AltaMed is a health system that operates more than four dozen clinics in Southern California, from L.A. to Orange County. Serving around 300,000 patients each year, it has a staff of almost 3,000. It also runs the largest Medicare Program of All-Inclusive Care for the Elderly (PACE) in the state (the third-largest in the nation), as well as a pediatric clinic attached to Los Angeles Children’s Hospital.

Thriving health center began as free clinic

While those facts are impressive, AltaMed — a federally qualified health center (FQHC) — is undergoing a change that will expand its role. This robust community health center that began as a free clinic in East Los Angeles in the ’60s is growing yet again. In the near future, AltaMed intends to gain licensure to operate its own health plan — which means it will not only provide medical care for patients, but, like insurance companies, will assume coverage risk as well.

If you’re a hospital, especially one in a rural or underserved area, you may not be feeling warmly toward FQHCs. After all, hospitals and FQHCs are in direct competition for patients…and therefore for payments. According to Modern Healthcare, a policy analyst for an insurance carrier went so far as to try to quantify the picture, saying that 90% of that insurer’s primary-care business was accounted for by FQHCs.

Indeed, AltaMed is not an anomaly: roughly 26 million people nationwide are served by 1,400 community health centers across more than 10,000 facility sites. And while a hole in federal funding had caused some FQHCs to worry about sliding into the red and perhaps think about closing their doors, Congress recently promised $7 billion over the next two years to fill the gap.

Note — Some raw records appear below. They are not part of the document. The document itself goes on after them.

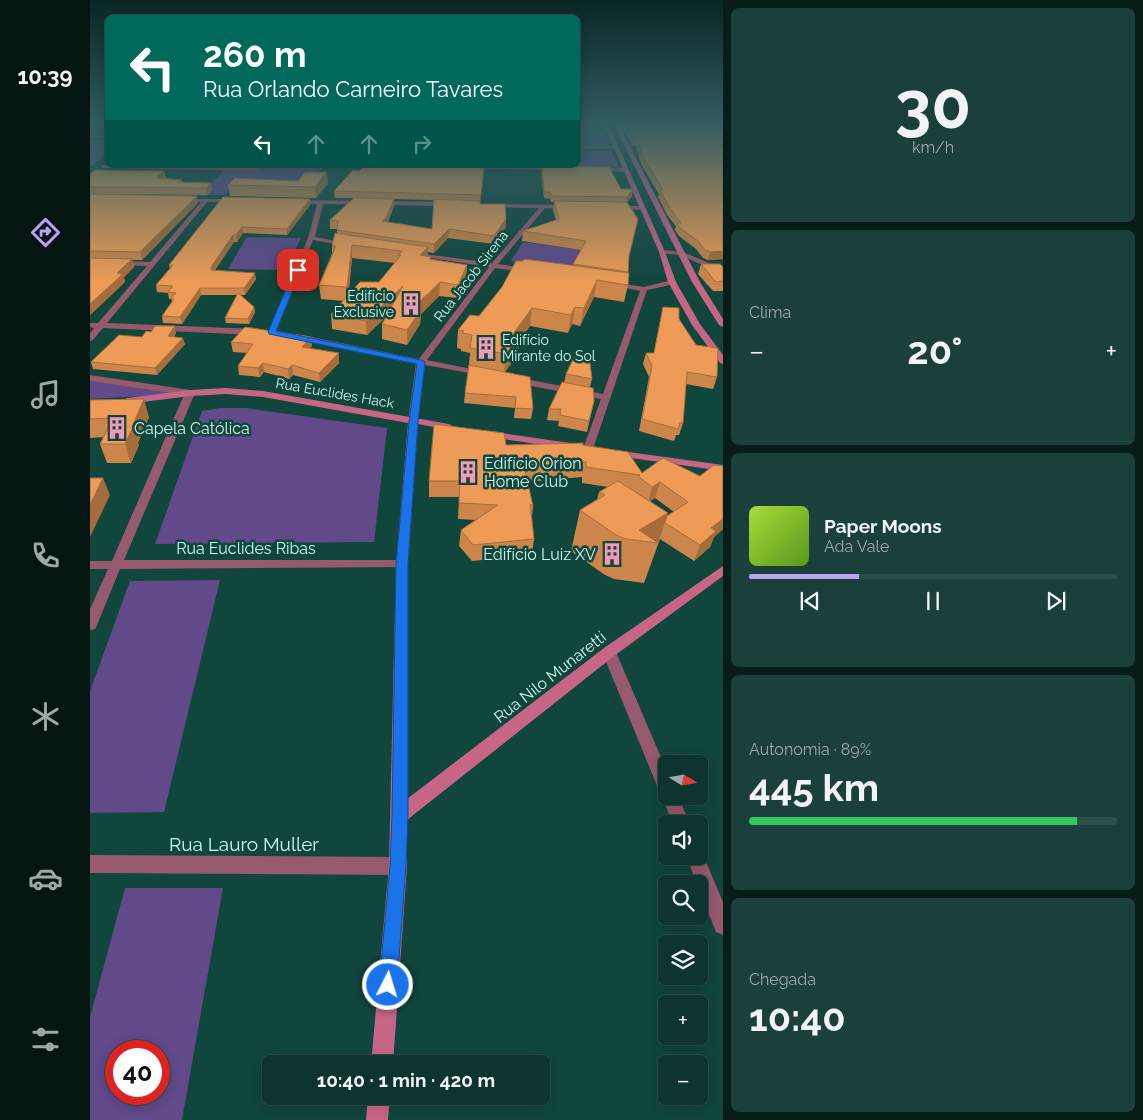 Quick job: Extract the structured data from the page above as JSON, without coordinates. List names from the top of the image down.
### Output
{
  "streets": {
    "main road": ["Rua Euclides Hack", "Rua Nilo Munaretti"],
    "street": ["Rua Jacob Sirena", "Rua Euclides Ribas", "Rua Lauro Muller"]
  },
  "places": {
    "building": [
      "Edifício Exclusive",
      "Edifício Mirante do Sol",
      "Capela Católica",
      "Edifício Orion Home Club",
      "Edifício Luiz XV"
    ]
  },
  "north": "right",
  "page": {
    "tabs": "10:39",
    "tile": [
      ["30", "km/h"],
      "Clima",
      ["Autonomia · 89%", "445 km"],
      ["Chegada", "10:40"]
    ],
    "turn": ["260 m", "Rua Orlando Carneiro Tavares"],
    "heat": ["−", "20°", "+"],
    "song": ["Paper Moons", "Ada Vale"],
    "map_buttons": ["+", "−"],
    "limit": "40",
    "trip": "10:40 · 1 min · 420 m"
  }
} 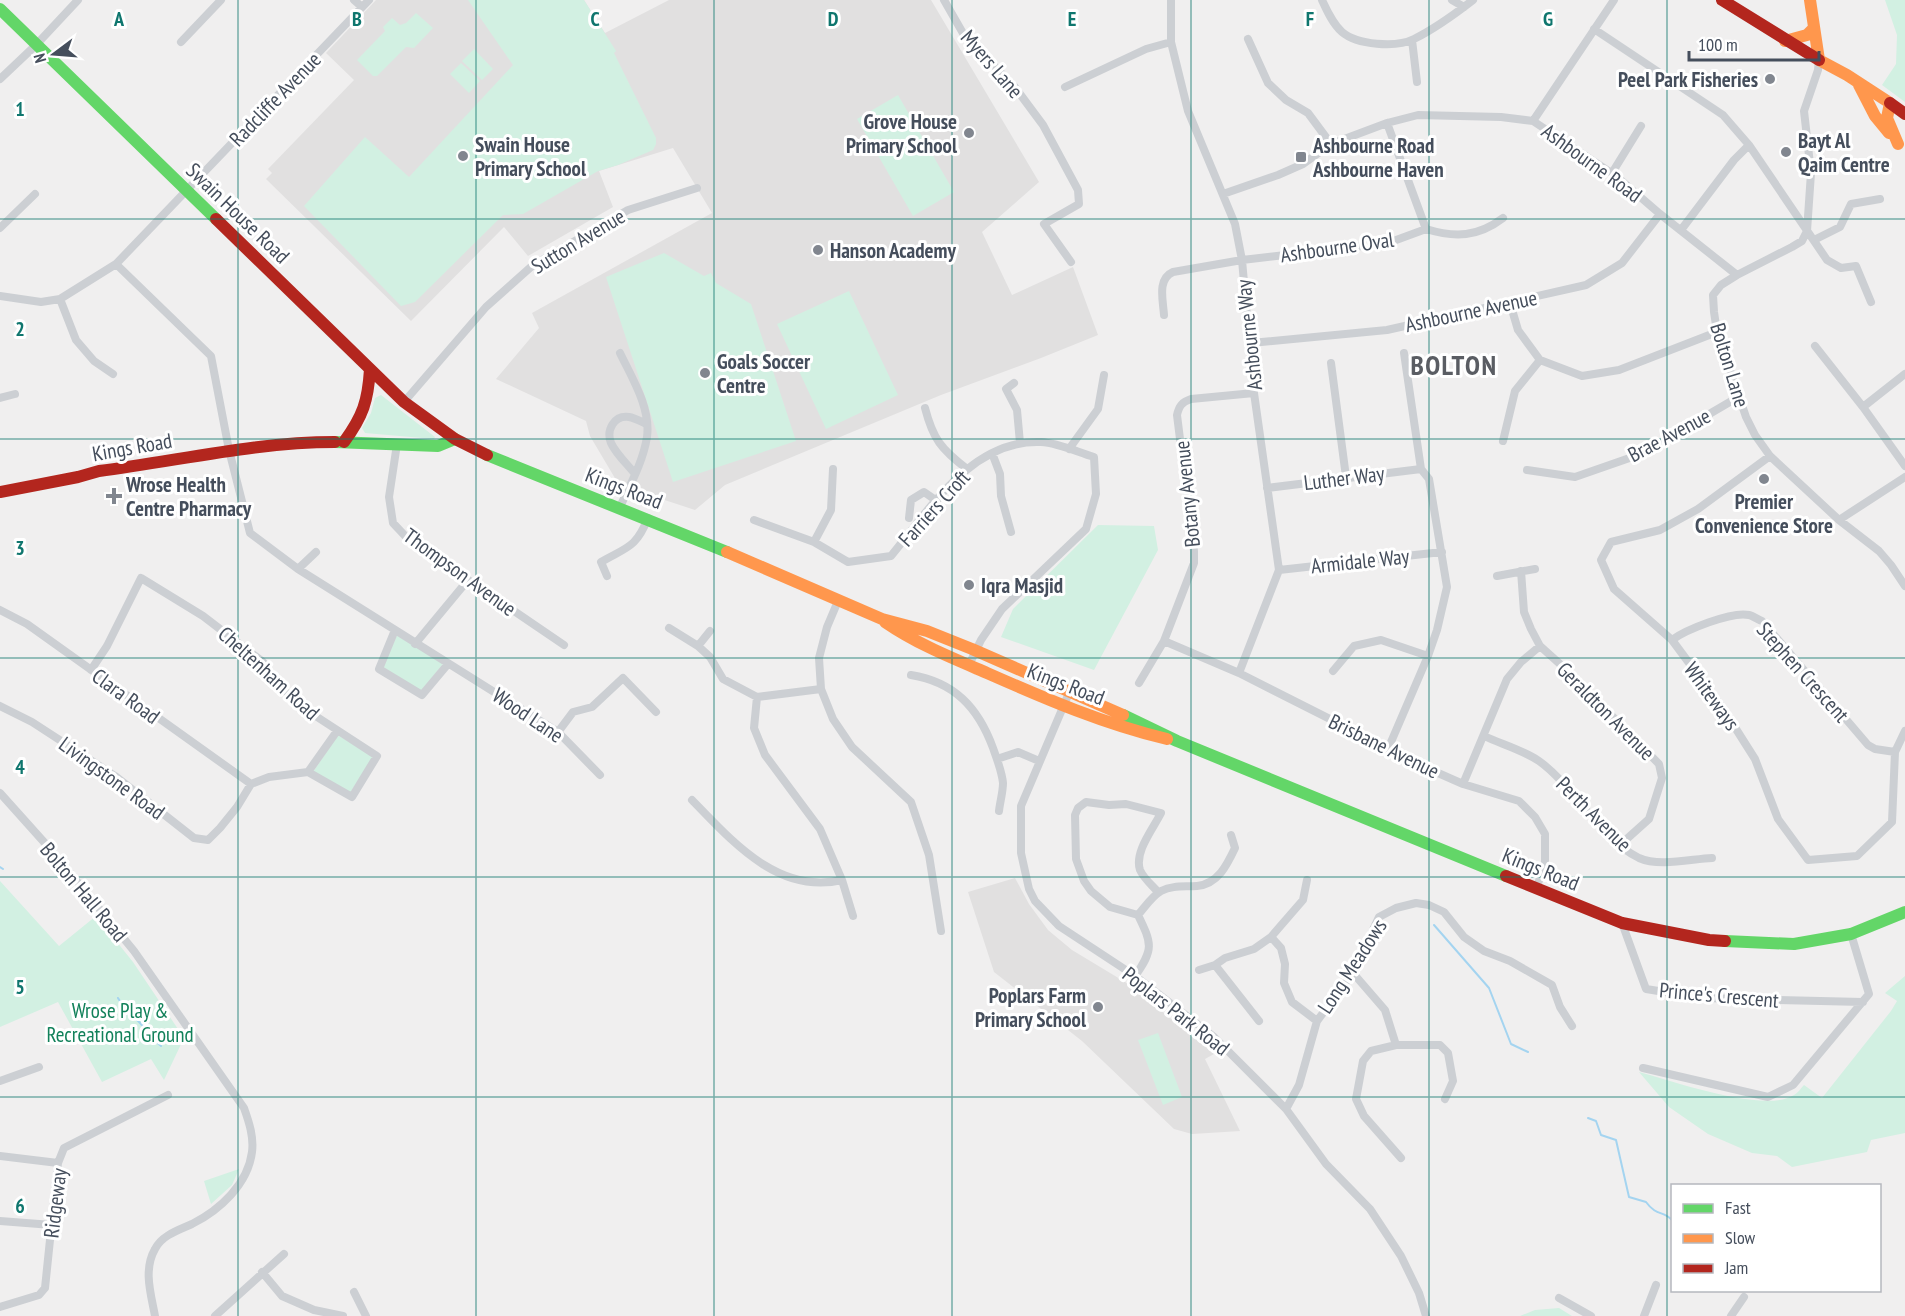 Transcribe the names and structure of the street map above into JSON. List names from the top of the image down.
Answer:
{
  "streets": {
    "main road": ["Swain House Road", "Kings Road"],
    "street": [
      "Myers Lane",
      "Radcliffe Avenue",
      "Ashbourne Road",
      "Sutton Avenue",
      "Ashbourne Oval",
      "Ashbourne Avenue",
      "Ashbourne Way",
      "Bolton Lane",
      "Brae Avenue",
      "Luther Way",
      "Botany Avenue",
      "Farriers Croft",
      "Armidale Way",
      "Thompson Avenue",
      "Stephen Crescent",
      "Cheltenham Road",
      "Clara Road",
      "Whiteways",
      "Geraldton Avenue",
      "Wood Lane",
      "Brisbane Avenue",
      "Livingstone Road",
      "Perth Avenue",
      "Bolton Hall Road",
      "Long Meadows",
      "Prince's Crescent",
      "Poplars Park Road",
      "Ridgeway"
    ]
  },
  "crossings": [
    ["Radcliffe Avenue", "Swain House Road"],
    ["Radcliffe Avenue", "Wood Lane"],
    ["Ashbourne Road", "Ashbourne Oval"],
    ["Ashbourne Road", "Ashbourne Avenue"],
    ["Ashbourne Road", "Ashbourne Way"],
    ["Ashbourne Road", "Bolton Lane"],
    ["Swain House Road", "Sutton Avenue"],
    ["Swain House Road", "Kings Road"],
    ["Ashbourne Oval", "Ashbourne Way"],
    ["Ashbourne Avenue", "Ashbourne Way"],
    ["Ashbourne Way", "Luther Way"],
    ["Ashbourne Way", "Botany Avenue"],
    ["Ashbourne Way", "Armidale Way"],
    ["Ashbourne Way", "Brisbane Avenue"],
    ["Bolton Lane", "Brae Avenue"],
    ["Bolton Lane", "Whiteways"],
    ["Kings Road", "Farriers Croft"],
    ["Kings Road", "Thompson Avenue"],
    ["Kings Road", "Wood Lane"],
    ["Kings Road", "Brisbane Avenue"],
    ["Kings Road", "Prince's Crescent"],
    ["Kings Road", "Poplars Park Road"],
    ["Botany Avenue", "Brisbane Avenue"],
    ["Stephen Crescent", "Whiteways"],
    ["Cheltenham Road", "Clara Road"],
    ["Clara Road", "Livingstone Road"],
    ["Geraldton Avenue", "Perth Avenue"],
    ["Long Meadows", "Poplars Park Road"]
  ],
  "districts": ["BOLTON"],
  "parks": ["Wrose Play & Recreational Ground"],
  "places": {
    "other": [
      "Peel Park Fisheries",
      "Grove House Primary School",
      "Bayt Al Qaim Centre",
      "Swain House Primary School",
      "Hanson Academy",
      "Goals Soccer Centre",
      "Premier Convenience Store",
      "Iqra Masjid",
      "Poplars Farm Primary School"
    ],
    "transit": ["Ashbourne Road Ashbourne Haven"],
    "health": ["Wrose Health Centre Pharmacy"]
  },
  "legend": ["Fast", "Slow", "Jam"],
  "scale_bar": "100 m",
  "north": "left",
  "grid": {
    "columns": [
      "A",
      "B",
      "C",
      "D",
      "E",
      "F",
      "G"
    ],
    "rows": [
      "1",
      "2",
      "3",
      "4",
      "5",
      "6"
    ]
  }
}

FQHCs at times compete with hospitals for the same patient population

Still, FQHCs overall are not nearly as reliant upon that federal funding today as they were in 1985, when more than 80% of their revenue came from government grants (and only 7% from Medicaid and a mere 1% from Medicare). Fast-forward 30 years. According to consulting firm FQHC Germane, the average FQHC’s revenue pie in 2015 was made up of only 18% federal funding, a whopping 44% from Medicaid (Medicare represented 7%), and 19% from commercial insurance and other sources.

The fact that FQHCs are undeniably a major player in today’s healthcare landscape has some hospitals on edge, especially those that will feel the pinch of loss of revenue from patients that are served elsewhere. Hence the competition commonly seen between the two.

Additionally, community health centers have been the focus of disapproval regarding the fee-for-service Medicaid payment model under which many FQHCs operate. Federal law requires cost-based prospective payments to be made to community health centers, regardless of whether or not the individual state uses the capped payment model for Medicaid.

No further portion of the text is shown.